What needs to be done:
Once you reach the line that contains "<h2>Рядом<small>Найдено: 5</small></h2>", retype it and every line after it exactly, ending with the last line of the entries.
*** Opening Input records ***
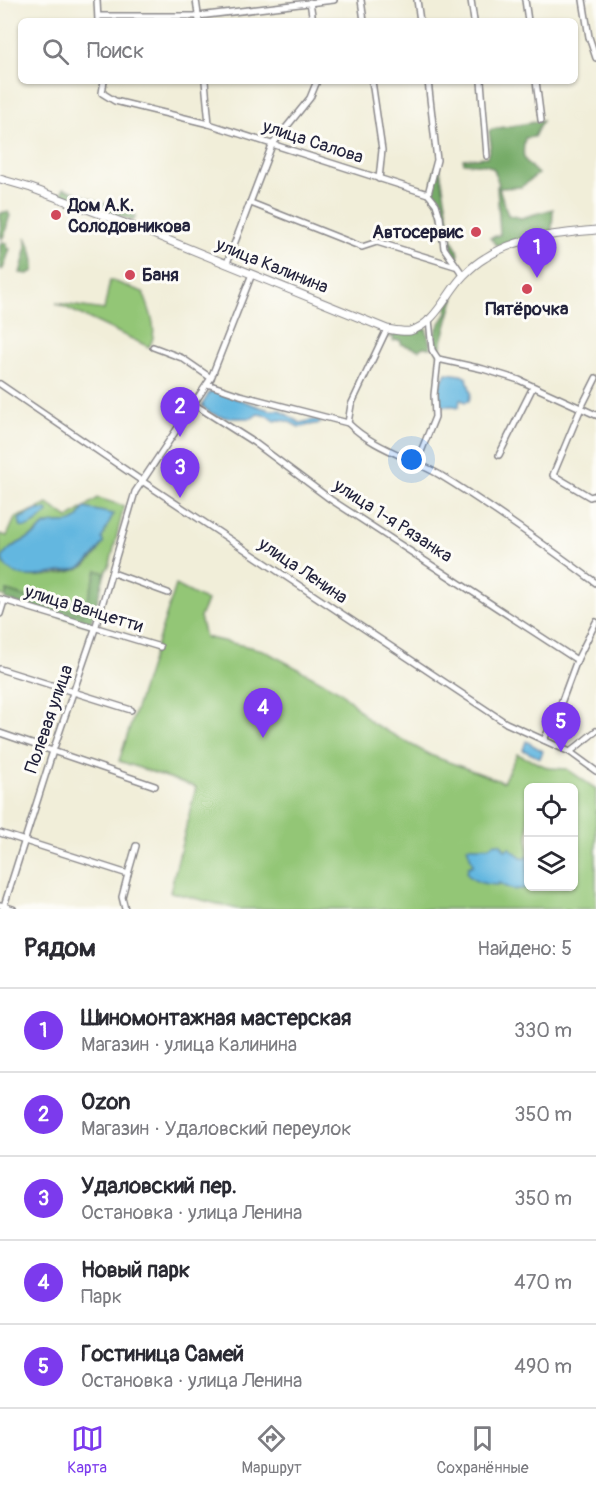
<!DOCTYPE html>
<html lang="ru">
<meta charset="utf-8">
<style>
:root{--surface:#fff;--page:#f2f2f3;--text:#2b2b33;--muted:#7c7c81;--line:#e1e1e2;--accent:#7c3aed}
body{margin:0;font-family:Pangolin,sans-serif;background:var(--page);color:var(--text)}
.controls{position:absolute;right:18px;bottom:18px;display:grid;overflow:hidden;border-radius:9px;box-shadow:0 2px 4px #0004}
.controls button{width:54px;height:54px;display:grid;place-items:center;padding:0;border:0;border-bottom:2px solid var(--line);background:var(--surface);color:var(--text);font:30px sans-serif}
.you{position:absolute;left:412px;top:460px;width:21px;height:21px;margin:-15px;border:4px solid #fff;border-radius:50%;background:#1a73e8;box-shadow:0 0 0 9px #1a73e833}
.badge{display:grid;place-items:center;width:39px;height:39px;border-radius:50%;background:var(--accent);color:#fff;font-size:20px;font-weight:700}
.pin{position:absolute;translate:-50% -50px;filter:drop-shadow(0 2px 3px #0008)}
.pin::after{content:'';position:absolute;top:32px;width:21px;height:18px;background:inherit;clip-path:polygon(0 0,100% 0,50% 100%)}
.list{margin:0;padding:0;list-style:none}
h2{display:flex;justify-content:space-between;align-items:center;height:78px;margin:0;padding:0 24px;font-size:26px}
h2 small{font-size:20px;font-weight:400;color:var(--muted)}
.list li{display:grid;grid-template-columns:39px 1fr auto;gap:18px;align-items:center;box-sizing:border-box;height:84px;padding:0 24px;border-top:2px solid var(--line)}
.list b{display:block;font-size:22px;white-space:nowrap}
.list p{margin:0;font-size:20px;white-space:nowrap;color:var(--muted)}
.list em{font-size:20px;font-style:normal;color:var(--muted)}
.icon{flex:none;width:33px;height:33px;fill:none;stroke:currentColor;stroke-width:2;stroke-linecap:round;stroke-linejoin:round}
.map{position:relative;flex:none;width:596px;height:909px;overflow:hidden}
.search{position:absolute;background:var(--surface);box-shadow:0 2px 4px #0004;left:18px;right:18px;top:18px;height:66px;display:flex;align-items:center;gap:15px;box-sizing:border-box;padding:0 21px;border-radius:9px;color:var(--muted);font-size:22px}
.sheet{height:498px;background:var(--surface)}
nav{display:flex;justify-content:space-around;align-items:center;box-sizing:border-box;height:84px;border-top:2px solid var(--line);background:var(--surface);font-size:16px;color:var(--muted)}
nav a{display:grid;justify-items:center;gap:3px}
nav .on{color:var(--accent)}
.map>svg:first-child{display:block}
.green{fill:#93c676;stroke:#5a7458;stroke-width:1.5;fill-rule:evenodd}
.forest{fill:#76ab67;stroke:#4c6651;stroke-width:1.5}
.water{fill:#64b7e0;stroke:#436c8e;stroke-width:1.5}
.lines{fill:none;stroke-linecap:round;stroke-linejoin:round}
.minor-casing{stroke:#8a888a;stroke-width:8}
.major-casing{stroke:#8a888a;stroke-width:9}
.minor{stroke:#fff;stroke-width:5}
.major{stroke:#fff;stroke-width:7}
.poi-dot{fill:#d1495b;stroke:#fdfcf7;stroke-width:2}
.labels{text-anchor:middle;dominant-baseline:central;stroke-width:6;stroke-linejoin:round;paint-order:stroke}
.street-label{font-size:18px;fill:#22223b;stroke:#fdfcf7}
.poi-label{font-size:18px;font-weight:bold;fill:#22223b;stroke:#fdfcf7;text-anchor:start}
</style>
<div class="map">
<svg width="596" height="909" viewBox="0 0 596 909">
<rect width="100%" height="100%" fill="#fdfcf7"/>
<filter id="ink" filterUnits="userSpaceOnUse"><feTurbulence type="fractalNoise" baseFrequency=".0167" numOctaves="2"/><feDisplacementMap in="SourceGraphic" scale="12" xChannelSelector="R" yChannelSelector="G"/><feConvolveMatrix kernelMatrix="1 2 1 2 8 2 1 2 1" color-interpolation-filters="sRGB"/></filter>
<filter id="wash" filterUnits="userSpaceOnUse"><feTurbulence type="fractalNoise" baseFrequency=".008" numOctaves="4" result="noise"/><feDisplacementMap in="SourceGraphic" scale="24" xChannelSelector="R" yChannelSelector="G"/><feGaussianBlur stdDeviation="1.35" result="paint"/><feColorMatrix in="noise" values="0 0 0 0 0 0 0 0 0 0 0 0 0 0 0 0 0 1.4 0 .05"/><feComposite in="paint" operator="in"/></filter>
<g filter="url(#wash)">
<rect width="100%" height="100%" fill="#f1eed9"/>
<g class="green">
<path d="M110 280 143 292C149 309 160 331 149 347L56 303 104 310Z"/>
<path d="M98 498 124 506 110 564 105 573 97 571 83 614 7 591 6 597 0 595V534L7 536 15 518 48 504 68 518ZM84 508 113 514 102 538 103 543C98 553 91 563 81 568 70 573 31 580 21 574L12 547C20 542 30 538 37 532 42 529 39 529 44 526 62 518 72 533 84 508Z"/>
<path d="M176 585 207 601 200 617 205 637 263 650 340 691 372 723 430 755 503 782 517 754 549 768 567 769 596 789V909H237L170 892 196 787 119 761ZM528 788H574V886H528Z"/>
</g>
<g class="forest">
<path d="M542 121 534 137 525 138C521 158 523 160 538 174L521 187 499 188 508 215 521 218 553 209 552 232 497 246 490 238 500 235 497 186 499 185 494 169 487 165 464 163 463 159 487 157 491 144 489 131 492 129Z"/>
<path d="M439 163 452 239 459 254 456 261 452 253 445 218 443 217C435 198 427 182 439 163Z"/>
<path d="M64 188 136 216 133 221 61 194Z"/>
<path d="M4 212H8L10 216C6 224 7 234 1 240L0 214Z"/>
<path d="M26 237C31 248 35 257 34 271L28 274 20 273 26 251Z"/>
<path d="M3 242 7 244V248L10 249 3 269 0 270V244Z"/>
<path d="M455 295 440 349 438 354C431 333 436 329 447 313L446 308Z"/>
<path d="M426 328 431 348 423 347 419 350 401 344V341L398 340 393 341 394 337H387C393 333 416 332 426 328Z"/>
<path d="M97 570 105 573 90 626 5 599 7 591 83 614Z"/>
</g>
<g class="water">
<path d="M446 373 461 375 467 378 471 393 469 401 465 402 460 399 459 407 457 408 455 406H443L438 399 439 387Z"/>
<path d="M214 390 260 407 270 410H280L300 423 317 419 321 423 299 427C291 423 284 418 275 421L268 416 258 414 252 418C236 418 212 420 202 405L209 393Z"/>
<path d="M84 508 113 514 102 538 103 543C97 553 91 561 81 567 76 570 66 571 59 572 40 576 11 583 2 559 9 544 25 542 37 533 41 530 39 529 44 526 61 517 73 533 84 508Z"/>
<path d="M37 510H47L48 512C41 519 31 529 21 527L19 519Z"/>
<path d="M526 741 543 751 540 758 523 750Z"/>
<path d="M496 843 501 844 505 850 509 848 524 859 528 856V886L531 887C515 890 513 892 499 883L497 885C485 884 475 883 467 874L468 867 473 865 467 847H487Z"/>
</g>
</g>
<g filter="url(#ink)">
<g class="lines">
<defs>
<g id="minor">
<path d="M97 0 98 21"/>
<path d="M196 0 199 21"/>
<path d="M361 0 364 21"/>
<path d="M417 0 420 21"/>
<path d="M471 0 474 21"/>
<path d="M525 0 528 21"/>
<path d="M583 0 589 37 596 58"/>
<path d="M310 2 313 21"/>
<path d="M99 16H198L334 0"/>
<path d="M104 81 102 93 115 101 209 124 428 194 436 204 440 217 444 248 463 275"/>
<path d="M205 81 209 124"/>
<path d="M372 81 382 150 379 179"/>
<path d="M428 81 437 160 428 194"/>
<path d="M481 81 487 156"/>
<path d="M536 81 541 120"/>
<path d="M251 203 362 247 377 242 455 266"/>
<path d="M227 263 272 145 310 98 317 81"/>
<path d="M429 319 432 350 438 359 483 369 519 380 596 415"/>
<path d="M153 347 182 358 211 378"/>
<path d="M596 378 581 408 553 475 590 497 596 495"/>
<path d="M0 384 142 481 506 723 570 752 596 771"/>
<path d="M207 384 240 395 348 423C373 448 409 457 440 475 494 508 545 545 596 583"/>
<path d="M195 405 255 443 330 499 577 660"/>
<path d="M348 423 351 405 387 329"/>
<path d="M499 455 533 387"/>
<path d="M416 464 435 417 434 395 438 359"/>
<path d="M113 573 168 593"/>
<path d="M0 599 160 647"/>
<path d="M0 614 4 601"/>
<path d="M0 669 131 710"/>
<path d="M0 733 155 786"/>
<path d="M544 740 560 706 577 660 596 622"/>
<path d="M570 752 596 731"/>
<path d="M0 833 128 874 122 897 125 909"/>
<path d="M128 874 136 846"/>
<path d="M0 905 13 909"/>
<path d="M3 909 53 751 95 629 135 492 211 378 252 274"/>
</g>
<path id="major" d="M0 179 31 188 148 232 387 329C394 330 403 332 410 331 435 325 447 292 464 275 470 269 478 262 485 258 519 236 558 234 596 230"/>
</defs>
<use href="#minor" class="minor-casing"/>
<use href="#major" class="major-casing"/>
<use href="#minor" class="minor"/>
<use href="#major" class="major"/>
</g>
</g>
<g class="poi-dot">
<circle cx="56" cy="215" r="6"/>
<circle cx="476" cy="232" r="6"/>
<circle cx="130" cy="275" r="6"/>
<circle cx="527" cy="289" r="6"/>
</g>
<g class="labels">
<g class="street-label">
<text transform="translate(313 142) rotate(18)">улица Салова</text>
<text transform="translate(272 266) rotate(22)">улица Калинина</text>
<text transform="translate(393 521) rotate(33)">улица 1-я Рязанка</text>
<text transform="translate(303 571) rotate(34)">улица Ленина</text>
<text transform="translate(84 609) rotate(17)">улица Ванцетти</text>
<text transform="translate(49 719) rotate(-71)">Полевая улица</text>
</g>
<g class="poi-label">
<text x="68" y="205">Дом А.К.<tspan x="68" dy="21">Солодовникова</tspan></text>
<text x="464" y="232" text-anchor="end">Автосервис</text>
<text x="142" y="275">Баня</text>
<text x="527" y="309" text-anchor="middle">Пятёрочка</text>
</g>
</g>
</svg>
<div class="controls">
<button><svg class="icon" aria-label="locate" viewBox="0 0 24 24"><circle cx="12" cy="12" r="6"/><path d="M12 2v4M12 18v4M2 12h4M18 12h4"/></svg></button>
<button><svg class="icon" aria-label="layers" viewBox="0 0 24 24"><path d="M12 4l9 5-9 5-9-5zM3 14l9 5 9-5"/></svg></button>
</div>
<div class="you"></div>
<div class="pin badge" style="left:537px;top:278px">1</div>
<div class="pin badge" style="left:180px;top:437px">2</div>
<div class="pin badge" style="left:180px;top:498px">3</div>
<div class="pin badge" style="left:263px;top:738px">4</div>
<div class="pin badge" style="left:561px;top:752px">5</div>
<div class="search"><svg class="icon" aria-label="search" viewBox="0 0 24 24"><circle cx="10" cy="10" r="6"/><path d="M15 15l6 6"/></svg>Поиск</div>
</div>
<section class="sheet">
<h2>Рядом<small>Найдено: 5</small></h2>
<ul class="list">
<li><span class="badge">1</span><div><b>Шиномонтажная мастерская</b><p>Магазин · улица Калинина</p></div><em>330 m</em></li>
<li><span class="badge">2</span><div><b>Ozon</b><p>Магазин · Удаловский переулок</p></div><em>350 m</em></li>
<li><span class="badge">3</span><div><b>Удаловский пер.</b><p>Остановка · улица Ленина</p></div><em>350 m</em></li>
<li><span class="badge">4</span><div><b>Новый парк</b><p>Парк</p></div><em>470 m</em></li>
<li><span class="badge">5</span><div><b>Гостиница Самей</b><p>Остановка · улица Ленина</p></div><em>490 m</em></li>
</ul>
</section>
<nav>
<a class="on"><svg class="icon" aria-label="map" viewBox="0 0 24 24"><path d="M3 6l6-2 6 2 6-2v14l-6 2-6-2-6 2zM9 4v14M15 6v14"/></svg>Карта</a>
<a><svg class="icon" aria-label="directions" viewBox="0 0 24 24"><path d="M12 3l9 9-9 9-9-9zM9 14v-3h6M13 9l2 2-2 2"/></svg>Маршрут</a>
<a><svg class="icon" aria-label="saved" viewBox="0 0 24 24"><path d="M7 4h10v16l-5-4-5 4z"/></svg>Сохранённые</a>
</nav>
*** Closing Input records ***
Answer to the problem:
<h2>Рядом<small>Найдено: 5</small></h2>
<ul class="list">
<li><span class="badge">1</span><div><b>Шиномонтажная мастерская</b><p>Магазин · улица Калинина</p></div><em>330 m</em></li>
<li><span class="badge">2</span><div><b>Ozon</b><p>Магазин · Удаловский переулок</p></div><em>350 m</em></li>
<li><span class="badge">3</span><div><b>Удаловский пер.</b><p>Остановка · улица Ленина</p></div><em>350 m</em></li>
<li><span class="badge">4</span><div><b>Новый парк</b><p>Парк</p></div><em>470 m</em></li>
<li><span class="badge">5</span><div><b>Гостиница Самей</b><p>Остановка · улица Ленина</p></div><em>490 m</em></li>
</ul>
</section>
<nav>
<a class="on"><svg class="icon" aria-label="map" viewBox="0 0 24 24"><path d="M3 6l6-2 6 2 6-2v14l-6 2-6-2-6 2zM9 4v14M15 6v14"/></svg>Карта</a>
<a><svg class="icon" aria-label="directions" viewBox="0 0 24 24"><path d="M12 3l9 9-9 9-9-9zM9 14v-3h6M13 9l2 2-2 2"/></svg>Маршрут</a>
<a><svg class="icon" aria-label="saved" viewBox="0 0 24 24"><path d="M7 4h10v16l-5-4-5 4z"/></svg>Сохранённые</a>
</nav>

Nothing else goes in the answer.